Periocular Manifestations and Management of Immunoglobulin G4-Related Disease

Abstract

Immunoglobulin G4-related disease (IgG4-RD) comprises a spectrum of inflammatory conditions characterized by lymphoplasmacytic infiltration by IgG4+ plasma cells, resultant tumefactive lesions at various locations in the body, storiform fibrosis, and elevated serum IgG4 levels. IgG4-related ophthalmic disease (IgG4-ROD) can occur in isolation or in conjunction with systemic findings. The most common manifestations of IgG4-ROD are dacryoadenitis and eyelid edema, though patients may also have trigeminal nerve enlargement, extraocular muscle involvement, and other orbital soft tissue lesions and inflammation. Workup is multifactorial and should include full body imaging, serum IgG4 levels, and biopsy, which must include staining for IgG4+ plasma cells and may show hallmark storiform fibrosis and/or obliterative phlebitis. IgG4-ROD can be misdiagnosed due to potential clinical, radiographic, and histopathologic overlap with other orbital inflammatory conditions; however, the presence of infraorbital or supraorbital nerve enlargement on imaging, as well as biopsy with strong levels of IgG4 histochemical staining, can be helpful in distinguishing IgG4-ROD from other orbital inflammatory pathology.
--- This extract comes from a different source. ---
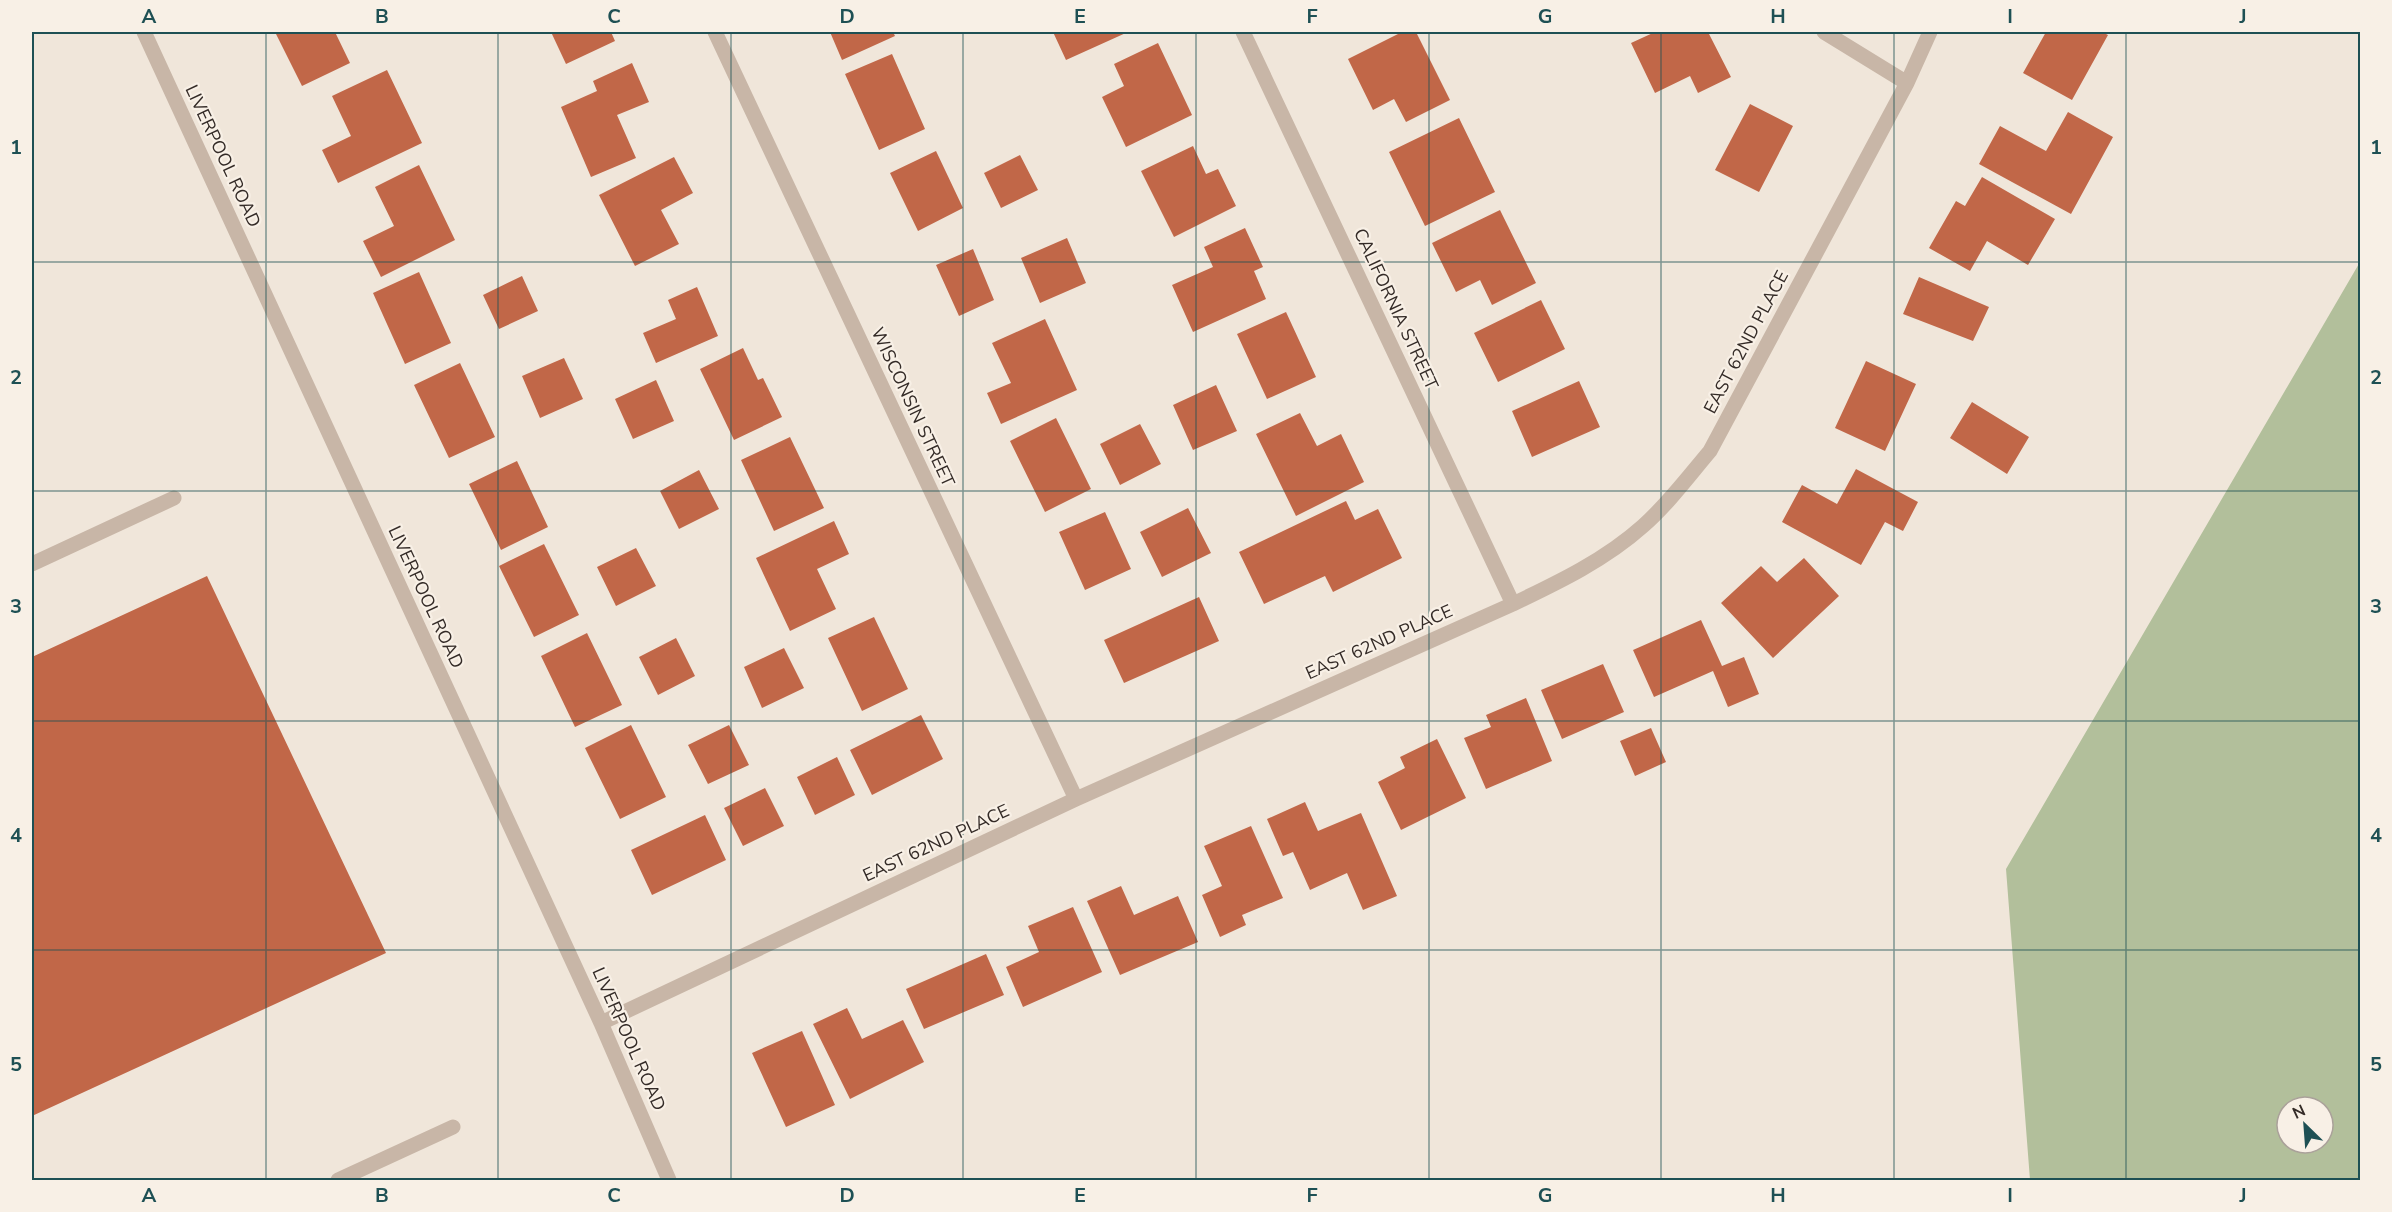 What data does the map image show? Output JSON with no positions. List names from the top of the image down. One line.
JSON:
{"streets":{"street":["LIVERPOOL ROAD","CALIFORNIA STREET","EAST 62ND PLACE","WISCONSIN STREET"]},"crossings":[["LIVERPOOL ROAD","EAST 62ND PLACE"],["CALIFORNIA STREET","EAST 62ND PLACE"],["EAST 62ND PLACE","WISCONSIN STREET"]],"north":"top left","grid":{"columns":["A","B","C","D","E","F","G","H","I","J"],"rows":["1","2","3","4","5"]}} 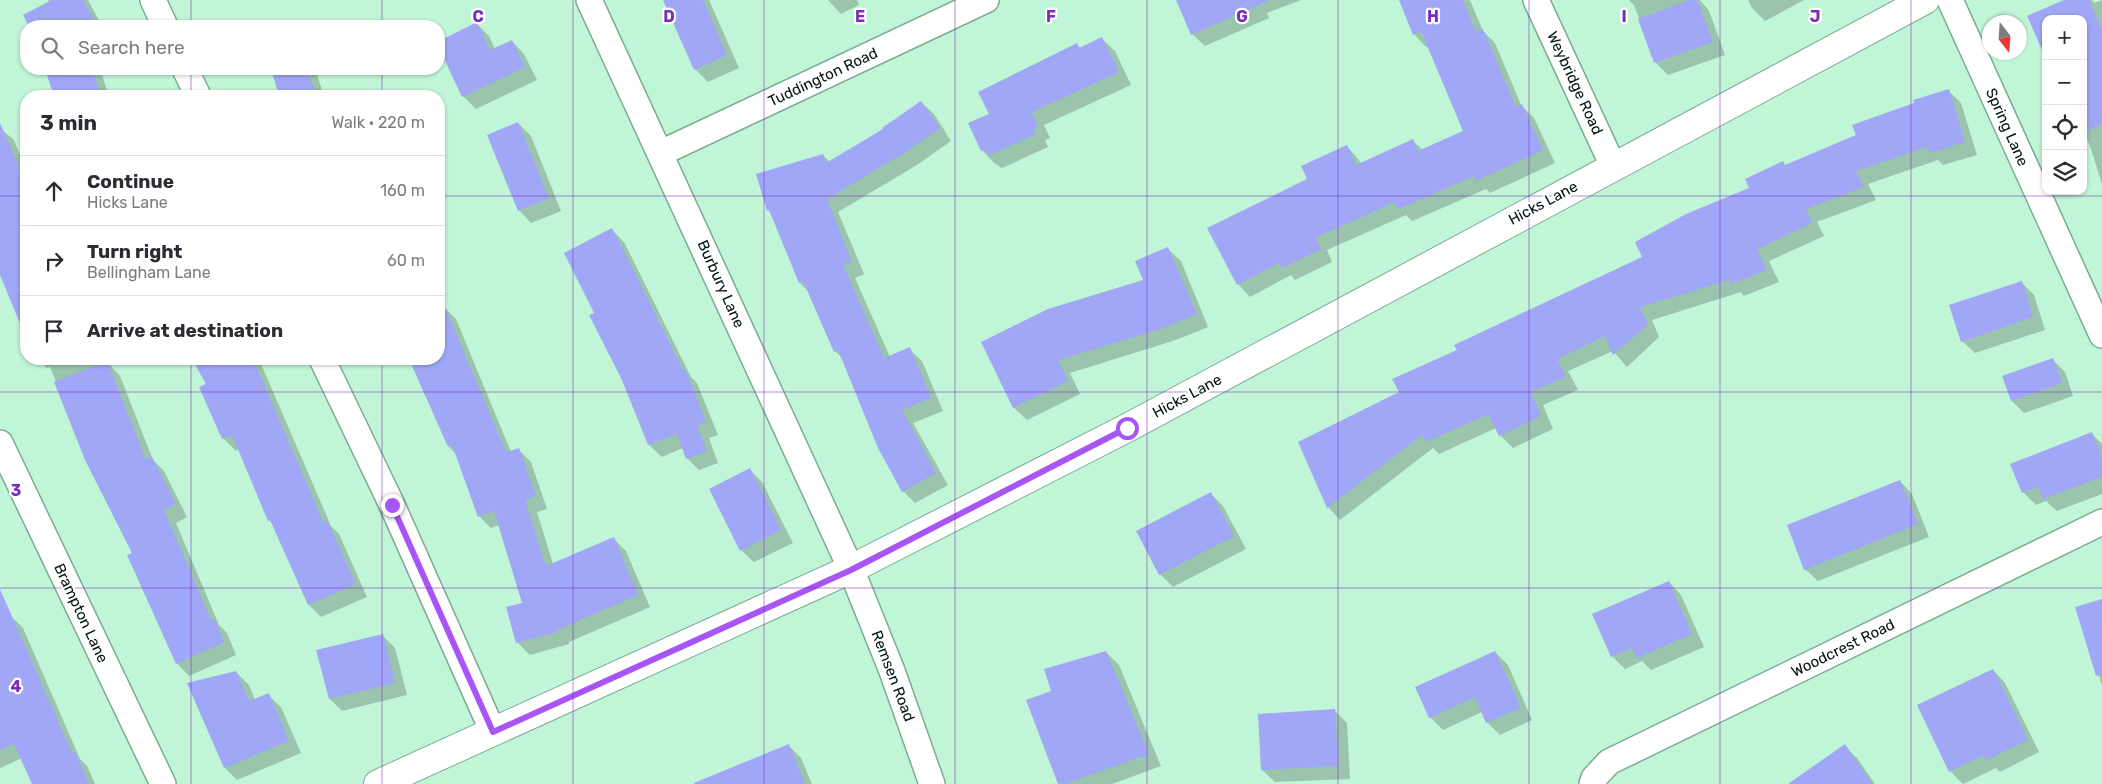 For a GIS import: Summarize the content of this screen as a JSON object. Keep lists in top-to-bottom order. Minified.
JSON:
{"streets":{"main road":["Hicks Lane"],"street":["Tuddington Road","Weybridge Road","Spring Lane","Burbury Lane","Brampton Lane","Woodcrest Road","Remsen Road"]},"crossings":[["Tuddington Road","Burbury Lane"],["Weybridge Road","Hicks Lane"],["Hicks Lane","Burbury Lane"],["Hicks Lane","Remsen Road"],["Burbury Lane","Remsen Road"]],"north":"bottom","page":{"map_buttons":["+","−"],"search":"Search here","heading":["3 min","Walk · 220 m"],"list":[["Continue","Hicks Lane","160 m"],["Turn right","Bellingham Lane","60 m"],"Arrive at destination"]},"grid":{"columns":["C","D","E","F","G","H","I","J"],"rows":["3","4"]}}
Steroids are typically first-line treatment, although given high rates of recurrence, patients may require concurrent or subsequent treatment with steroid-sparing agents, most commonly rituximab.

Keywords: IgG4; dacryoadenitis; immunoglobulin G4-related ophthalmic disease; immunoglobulin-related disease; infraorbital nerve; obliterative phlebitis; orbit; orbital inflammatory syndrome; rituximab; storiform fibrosis.